Google has run Gemini 2.5 Pro Experimental through a set of benchmarks, and the source says those results put it slightly ahead of other AI systems in several areas. In GPQA and AIME 2025, which measure complex science and math question answering, Gemini 2.5 Pro Experimental edges past OpenAI’s o3-mini.

The model also set a new record in Humanity’s Last Exam, a benchmark made of 3,000 questions curated by domain experts. Gemini 2.5 Pro Experimental scored 18.8 percent, compared with OpenAI’s 14 percent.

Those numbers are notable, but the source also cautions that objective measures of AI capability are hard to interpret. Benchmarks can help compare systems, yet they do not always capture how useful a model feels in real work.

That is where user preference enters the picture. Gemini 2.5 Pro Experimental is already at the top of the LMSYS Chatbot arena leaderboard. According to the source, that means users generally prefer its output over responses from OpenAI o3-mini, Grok, DeepSeek, and others.

The article’s own testing also supports the idea that this is a meaningful upgrade. Tasks that often confused Gemini 2.0 models were handled better by Gemini 2.5 Pro Experimental, with coding, math, and science questions trending stronger than previous Gemini versions.

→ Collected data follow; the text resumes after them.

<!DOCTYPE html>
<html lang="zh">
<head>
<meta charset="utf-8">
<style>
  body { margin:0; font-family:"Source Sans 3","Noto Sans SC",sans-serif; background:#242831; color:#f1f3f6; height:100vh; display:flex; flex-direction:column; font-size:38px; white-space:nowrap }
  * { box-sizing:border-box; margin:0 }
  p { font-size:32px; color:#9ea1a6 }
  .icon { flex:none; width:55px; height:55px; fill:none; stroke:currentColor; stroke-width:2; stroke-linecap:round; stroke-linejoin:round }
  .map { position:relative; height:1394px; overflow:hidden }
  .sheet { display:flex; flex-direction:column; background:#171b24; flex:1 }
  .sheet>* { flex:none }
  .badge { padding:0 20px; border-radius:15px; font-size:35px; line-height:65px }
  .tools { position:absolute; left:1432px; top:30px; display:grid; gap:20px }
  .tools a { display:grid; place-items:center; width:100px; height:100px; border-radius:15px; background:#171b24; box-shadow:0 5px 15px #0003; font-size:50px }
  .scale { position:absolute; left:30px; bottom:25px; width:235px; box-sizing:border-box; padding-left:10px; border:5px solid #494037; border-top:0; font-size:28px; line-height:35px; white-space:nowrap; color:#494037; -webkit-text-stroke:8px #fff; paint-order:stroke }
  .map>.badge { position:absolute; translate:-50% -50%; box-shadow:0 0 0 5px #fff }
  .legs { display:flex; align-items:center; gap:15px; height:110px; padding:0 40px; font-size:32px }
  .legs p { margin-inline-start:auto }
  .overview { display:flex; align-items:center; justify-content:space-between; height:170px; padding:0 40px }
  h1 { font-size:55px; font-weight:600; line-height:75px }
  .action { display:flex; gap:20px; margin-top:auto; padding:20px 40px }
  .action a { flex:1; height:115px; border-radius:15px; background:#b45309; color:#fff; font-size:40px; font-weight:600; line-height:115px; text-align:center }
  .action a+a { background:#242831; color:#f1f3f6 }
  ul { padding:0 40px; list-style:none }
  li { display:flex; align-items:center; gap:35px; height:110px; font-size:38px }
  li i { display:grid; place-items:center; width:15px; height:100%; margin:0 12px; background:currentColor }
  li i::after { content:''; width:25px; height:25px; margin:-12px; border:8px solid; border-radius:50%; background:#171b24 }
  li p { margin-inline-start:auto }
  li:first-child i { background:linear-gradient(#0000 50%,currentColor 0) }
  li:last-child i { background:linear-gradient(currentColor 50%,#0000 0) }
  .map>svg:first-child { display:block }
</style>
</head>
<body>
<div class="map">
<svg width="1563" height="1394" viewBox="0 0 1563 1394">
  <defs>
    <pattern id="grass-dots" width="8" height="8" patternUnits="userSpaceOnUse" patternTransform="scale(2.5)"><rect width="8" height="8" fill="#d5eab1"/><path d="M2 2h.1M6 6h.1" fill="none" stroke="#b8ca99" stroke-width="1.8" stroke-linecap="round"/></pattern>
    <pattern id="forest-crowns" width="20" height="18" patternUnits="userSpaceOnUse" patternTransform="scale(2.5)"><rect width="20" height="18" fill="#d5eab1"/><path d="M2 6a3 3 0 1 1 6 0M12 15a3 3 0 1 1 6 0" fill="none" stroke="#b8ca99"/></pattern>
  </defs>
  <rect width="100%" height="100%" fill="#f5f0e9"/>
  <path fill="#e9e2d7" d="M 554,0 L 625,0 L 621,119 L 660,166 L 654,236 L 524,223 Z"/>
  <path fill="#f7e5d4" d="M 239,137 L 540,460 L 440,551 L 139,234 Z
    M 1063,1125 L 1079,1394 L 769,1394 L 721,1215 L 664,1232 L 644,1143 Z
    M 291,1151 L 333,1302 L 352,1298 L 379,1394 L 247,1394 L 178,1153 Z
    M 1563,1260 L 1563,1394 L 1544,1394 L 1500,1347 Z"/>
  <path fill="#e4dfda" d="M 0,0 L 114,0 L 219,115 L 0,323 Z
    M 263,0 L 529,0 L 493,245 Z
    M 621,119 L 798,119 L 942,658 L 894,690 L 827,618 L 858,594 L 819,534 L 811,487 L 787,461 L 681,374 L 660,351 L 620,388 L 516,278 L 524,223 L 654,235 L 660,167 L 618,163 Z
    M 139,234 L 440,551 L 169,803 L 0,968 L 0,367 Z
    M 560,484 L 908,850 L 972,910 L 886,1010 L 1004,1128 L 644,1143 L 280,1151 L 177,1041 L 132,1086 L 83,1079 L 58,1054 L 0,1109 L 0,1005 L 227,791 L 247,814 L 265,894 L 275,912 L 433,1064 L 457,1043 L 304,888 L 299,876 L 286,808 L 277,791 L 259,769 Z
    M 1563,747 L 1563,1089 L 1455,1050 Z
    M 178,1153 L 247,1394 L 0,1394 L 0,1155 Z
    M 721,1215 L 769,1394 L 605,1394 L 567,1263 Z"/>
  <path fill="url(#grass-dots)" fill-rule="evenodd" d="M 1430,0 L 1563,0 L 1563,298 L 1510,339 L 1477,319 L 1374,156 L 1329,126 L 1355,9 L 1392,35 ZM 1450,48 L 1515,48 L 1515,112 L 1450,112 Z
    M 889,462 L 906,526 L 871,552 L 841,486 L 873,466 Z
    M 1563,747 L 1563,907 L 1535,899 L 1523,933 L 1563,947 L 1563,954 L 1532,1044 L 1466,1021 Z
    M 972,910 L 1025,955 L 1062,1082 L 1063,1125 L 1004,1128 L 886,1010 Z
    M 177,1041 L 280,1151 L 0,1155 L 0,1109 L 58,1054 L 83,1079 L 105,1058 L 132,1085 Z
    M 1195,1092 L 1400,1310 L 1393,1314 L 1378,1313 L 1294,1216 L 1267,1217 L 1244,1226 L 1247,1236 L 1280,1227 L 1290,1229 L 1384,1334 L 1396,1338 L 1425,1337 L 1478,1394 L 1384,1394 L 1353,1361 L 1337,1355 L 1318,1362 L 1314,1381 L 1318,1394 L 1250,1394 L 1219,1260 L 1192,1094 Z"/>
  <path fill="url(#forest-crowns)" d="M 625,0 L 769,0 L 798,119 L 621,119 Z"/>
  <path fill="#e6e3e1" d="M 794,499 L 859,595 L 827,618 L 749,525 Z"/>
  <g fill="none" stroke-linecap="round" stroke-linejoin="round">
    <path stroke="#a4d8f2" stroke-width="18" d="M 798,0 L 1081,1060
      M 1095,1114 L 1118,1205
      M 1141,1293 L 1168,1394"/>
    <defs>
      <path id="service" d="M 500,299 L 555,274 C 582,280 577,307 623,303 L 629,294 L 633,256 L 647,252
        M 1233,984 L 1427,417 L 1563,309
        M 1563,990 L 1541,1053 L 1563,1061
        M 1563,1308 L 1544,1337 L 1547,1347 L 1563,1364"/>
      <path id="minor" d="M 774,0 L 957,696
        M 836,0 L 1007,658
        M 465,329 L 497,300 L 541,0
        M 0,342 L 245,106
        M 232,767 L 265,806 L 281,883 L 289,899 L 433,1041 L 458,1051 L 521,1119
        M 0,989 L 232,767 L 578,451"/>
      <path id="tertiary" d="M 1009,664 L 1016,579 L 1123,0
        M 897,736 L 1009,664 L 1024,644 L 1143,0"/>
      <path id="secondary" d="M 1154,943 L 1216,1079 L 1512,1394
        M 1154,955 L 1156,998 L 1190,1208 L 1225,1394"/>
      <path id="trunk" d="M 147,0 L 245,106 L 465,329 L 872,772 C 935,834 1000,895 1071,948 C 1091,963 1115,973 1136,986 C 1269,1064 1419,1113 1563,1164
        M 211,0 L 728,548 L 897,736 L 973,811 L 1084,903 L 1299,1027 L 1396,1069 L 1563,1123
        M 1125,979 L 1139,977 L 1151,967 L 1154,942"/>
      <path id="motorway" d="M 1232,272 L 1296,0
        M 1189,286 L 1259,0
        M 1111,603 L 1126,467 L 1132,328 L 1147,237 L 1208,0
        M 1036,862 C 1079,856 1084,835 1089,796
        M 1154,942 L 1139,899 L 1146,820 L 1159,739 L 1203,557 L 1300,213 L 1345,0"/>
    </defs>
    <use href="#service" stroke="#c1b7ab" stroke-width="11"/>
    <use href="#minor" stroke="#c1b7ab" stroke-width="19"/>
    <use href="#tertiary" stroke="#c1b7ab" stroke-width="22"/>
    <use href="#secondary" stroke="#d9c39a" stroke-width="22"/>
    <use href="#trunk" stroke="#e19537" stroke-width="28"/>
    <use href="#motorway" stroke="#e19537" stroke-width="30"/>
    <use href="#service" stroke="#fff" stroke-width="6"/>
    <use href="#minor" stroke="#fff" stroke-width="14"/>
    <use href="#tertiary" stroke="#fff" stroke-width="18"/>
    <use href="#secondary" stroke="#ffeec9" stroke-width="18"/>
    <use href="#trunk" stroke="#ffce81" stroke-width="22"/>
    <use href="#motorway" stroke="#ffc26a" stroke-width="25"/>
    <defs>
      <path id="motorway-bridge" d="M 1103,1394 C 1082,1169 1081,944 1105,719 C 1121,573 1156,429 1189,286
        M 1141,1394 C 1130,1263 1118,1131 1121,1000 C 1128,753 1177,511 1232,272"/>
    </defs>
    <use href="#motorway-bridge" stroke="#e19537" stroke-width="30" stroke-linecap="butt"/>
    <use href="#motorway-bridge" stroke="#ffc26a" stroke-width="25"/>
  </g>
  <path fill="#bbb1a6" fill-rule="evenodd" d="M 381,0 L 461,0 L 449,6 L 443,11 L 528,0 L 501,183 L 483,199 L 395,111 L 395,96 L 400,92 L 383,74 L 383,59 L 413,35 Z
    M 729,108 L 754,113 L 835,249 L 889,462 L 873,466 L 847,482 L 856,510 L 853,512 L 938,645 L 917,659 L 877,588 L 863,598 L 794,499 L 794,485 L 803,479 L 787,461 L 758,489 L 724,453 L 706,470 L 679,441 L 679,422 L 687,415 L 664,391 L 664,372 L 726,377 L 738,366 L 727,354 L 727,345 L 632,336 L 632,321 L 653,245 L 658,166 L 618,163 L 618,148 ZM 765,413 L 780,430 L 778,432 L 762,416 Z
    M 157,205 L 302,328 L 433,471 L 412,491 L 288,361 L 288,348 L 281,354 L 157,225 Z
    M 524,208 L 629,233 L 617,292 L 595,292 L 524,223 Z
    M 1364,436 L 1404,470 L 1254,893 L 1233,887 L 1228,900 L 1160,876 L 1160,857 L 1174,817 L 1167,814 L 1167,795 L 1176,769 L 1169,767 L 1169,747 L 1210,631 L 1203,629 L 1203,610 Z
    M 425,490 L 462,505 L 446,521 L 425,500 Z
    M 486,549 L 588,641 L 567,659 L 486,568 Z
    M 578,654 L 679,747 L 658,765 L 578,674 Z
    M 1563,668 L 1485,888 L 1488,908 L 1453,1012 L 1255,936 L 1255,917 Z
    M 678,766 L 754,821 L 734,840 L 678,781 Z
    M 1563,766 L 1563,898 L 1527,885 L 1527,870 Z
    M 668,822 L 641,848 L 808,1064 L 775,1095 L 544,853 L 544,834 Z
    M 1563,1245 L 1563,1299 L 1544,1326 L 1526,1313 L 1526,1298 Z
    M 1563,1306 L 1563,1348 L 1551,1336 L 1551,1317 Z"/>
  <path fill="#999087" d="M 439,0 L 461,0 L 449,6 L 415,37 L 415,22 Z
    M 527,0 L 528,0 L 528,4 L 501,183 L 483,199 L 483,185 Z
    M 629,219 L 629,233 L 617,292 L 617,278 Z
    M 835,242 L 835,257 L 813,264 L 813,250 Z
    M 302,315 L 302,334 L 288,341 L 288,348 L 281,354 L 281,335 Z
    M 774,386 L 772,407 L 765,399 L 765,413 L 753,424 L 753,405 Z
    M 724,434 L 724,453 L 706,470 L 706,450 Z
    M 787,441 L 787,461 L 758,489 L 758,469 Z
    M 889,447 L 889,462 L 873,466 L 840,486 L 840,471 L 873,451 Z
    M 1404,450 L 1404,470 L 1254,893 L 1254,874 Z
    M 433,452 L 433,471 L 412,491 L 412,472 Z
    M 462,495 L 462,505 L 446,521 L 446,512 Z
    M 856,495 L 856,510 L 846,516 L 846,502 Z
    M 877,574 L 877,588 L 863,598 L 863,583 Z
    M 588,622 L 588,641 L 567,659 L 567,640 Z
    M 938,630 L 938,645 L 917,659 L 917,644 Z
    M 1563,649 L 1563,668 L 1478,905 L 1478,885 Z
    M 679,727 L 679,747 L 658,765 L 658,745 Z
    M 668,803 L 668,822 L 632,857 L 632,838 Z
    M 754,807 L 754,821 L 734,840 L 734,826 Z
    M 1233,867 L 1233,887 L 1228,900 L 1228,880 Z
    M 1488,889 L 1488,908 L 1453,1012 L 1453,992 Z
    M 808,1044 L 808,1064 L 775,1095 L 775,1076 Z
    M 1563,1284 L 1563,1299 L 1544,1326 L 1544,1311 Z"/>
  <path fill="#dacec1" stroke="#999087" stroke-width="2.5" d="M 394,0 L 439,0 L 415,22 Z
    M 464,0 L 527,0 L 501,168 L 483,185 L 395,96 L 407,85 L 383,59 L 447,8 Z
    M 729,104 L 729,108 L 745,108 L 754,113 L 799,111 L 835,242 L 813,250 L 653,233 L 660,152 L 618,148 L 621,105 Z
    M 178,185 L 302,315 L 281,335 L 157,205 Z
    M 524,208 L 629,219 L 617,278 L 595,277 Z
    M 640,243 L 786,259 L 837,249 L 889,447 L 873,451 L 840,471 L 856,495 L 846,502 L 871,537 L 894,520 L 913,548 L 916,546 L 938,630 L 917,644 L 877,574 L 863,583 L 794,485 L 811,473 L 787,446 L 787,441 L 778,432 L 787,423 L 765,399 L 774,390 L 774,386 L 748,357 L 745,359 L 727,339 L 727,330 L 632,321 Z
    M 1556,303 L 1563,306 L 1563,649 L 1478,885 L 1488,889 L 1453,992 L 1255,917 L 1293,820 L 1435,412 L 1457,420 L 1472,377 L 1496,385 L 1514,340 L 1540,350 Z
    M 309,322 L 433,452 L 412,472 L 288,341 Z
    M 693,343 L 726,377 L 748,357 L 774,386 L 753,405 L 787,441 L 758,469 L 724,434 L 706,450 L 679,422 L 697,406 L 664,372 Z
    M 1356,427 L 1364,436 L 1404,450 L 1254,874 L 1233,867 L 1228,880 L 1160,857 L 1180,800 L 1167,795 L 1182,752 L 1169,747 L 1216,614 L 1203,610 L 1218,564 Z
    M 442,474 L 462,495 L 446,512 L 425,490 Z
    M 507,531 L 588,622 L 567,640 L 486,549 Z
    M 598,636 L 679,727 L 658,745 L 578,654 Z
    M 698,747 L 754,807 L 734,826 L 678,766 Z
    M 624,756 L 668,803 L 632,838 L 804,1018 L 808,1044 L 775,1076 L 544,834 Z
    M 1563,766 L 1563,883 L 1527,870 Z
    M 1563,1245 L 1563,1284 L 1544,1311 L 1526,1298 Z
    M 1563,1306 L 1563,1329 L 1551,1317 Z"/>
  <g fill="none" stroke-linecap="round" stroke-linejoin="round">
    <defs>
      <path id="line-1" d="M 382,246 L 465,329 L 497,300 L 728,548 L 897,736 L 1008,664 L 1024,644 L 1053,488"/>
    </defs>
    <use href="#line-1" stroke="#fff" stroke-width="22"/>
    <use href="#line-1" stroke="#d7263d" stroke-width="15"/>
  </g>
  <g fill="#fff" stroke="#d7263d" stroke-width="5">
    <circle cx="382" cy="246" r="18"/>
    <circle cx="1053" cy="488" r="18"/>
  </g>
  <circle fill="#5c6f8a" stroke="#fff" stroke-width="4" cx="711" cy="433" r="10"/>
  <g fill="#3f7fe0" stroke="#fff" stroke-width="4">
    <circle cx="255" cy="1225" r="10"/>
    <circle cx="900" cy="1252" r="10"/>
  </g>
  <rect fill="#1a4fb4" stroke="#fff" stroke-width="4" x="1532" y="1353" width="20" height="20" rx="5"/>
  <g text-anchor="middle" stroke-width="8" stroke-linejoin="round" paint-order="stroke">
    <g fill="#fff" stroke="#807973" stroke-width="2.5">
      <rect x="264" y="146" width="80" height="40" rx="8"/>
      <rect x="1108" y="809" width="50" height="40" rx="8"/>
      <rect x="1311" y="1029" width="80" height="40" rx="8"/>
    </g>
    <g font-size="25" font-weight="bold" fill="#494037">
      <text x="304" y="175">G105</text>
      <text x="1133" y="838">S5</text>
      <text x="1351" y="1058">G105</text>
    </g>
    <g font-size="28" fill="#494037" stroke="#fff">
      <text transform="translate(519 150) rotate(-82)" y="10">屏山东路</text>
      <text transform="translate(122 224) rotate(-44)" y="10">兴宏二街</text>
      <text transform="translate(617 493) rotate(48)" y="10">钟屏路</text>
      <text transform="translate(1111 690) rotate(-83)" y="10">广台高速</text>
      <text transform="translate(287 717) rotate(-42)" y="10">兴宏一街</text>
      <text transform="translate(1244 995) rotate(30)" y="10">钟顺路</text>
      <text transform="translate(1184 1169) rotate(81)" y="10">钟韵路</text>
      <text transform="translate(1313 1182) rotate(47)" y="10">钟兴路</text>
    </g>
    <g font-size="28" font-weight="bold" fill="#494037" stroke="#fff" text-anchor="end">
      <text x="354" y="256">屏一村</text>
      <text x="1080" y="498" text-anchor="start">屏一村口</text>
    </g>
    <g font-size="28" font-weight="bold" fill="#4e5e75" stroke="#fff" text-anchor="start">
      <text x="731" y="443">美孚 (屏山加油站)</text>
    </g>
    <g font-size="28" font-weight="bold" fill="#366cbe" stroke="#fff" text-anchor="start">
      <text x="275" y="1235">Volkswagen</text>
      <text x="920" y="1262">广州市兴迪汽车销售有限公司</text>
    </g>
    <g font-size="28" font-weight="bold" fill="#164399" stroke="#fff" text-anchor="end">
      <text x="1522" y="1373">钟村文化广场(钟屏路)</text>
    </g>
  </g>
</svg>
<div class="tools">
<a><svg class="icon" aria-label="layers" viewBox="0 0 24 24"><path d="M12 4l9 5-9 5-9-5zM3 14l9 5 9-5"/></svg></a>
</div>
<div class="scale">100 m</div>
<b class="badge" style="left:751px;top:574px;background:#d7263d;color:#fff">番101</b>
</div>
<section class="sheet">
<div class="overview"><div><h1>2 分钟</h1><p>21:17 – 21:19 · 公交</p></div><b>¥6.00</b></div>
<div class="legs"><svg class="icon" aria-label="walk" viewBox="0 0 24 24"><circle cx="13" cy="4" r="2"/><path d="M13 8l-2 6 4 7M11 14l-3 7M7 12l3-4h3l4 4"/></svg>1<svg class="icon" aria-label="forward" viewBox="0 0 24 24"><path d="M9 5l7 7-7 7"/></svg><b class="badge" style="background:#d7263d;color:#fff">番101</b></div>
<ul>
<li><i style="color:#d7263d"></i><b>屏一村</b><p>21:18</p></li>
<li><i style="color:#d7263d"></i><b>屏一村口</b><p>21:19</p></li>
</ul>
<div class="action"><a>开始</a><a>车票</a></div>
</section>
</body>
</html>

Access, limits, and what comes next

Gemini 2.5 Pro Experimental is already available in several places. Users can access it in the mobile app and on the web, as well as in Google’s AI Studio. It will be in Vertex AI soon.

Google says Gemini 2.5 Pro is a drop-in replacement for 2.0 across Google’s products for anyone with a Gemini Advanced subscription. The subscription is listed at $20 per month.

There are limits, though. Google has not yet announced API pricing for Gemini 2.5 Pro Experimental. For now, the model has the same 50-message daily limit as older experimental models, and it is free for the moment.

That free status is not permanent. Google’s Logan Kilpatrick said on X, formerly Twitter, that 2.5 Pro Experimental will be the first experimental model with higher API limits and pricing. A later announcement is expected for those details.

The larger implication is that Google is treating this experimental model as more than a small preview. Between the reasoning focus, the 1 million token context window, the planned move to 2 million tokens, benchmark gains, and broader product availability, Gemini 2.5 Pro Experimental is a major step in Google’s current AI push.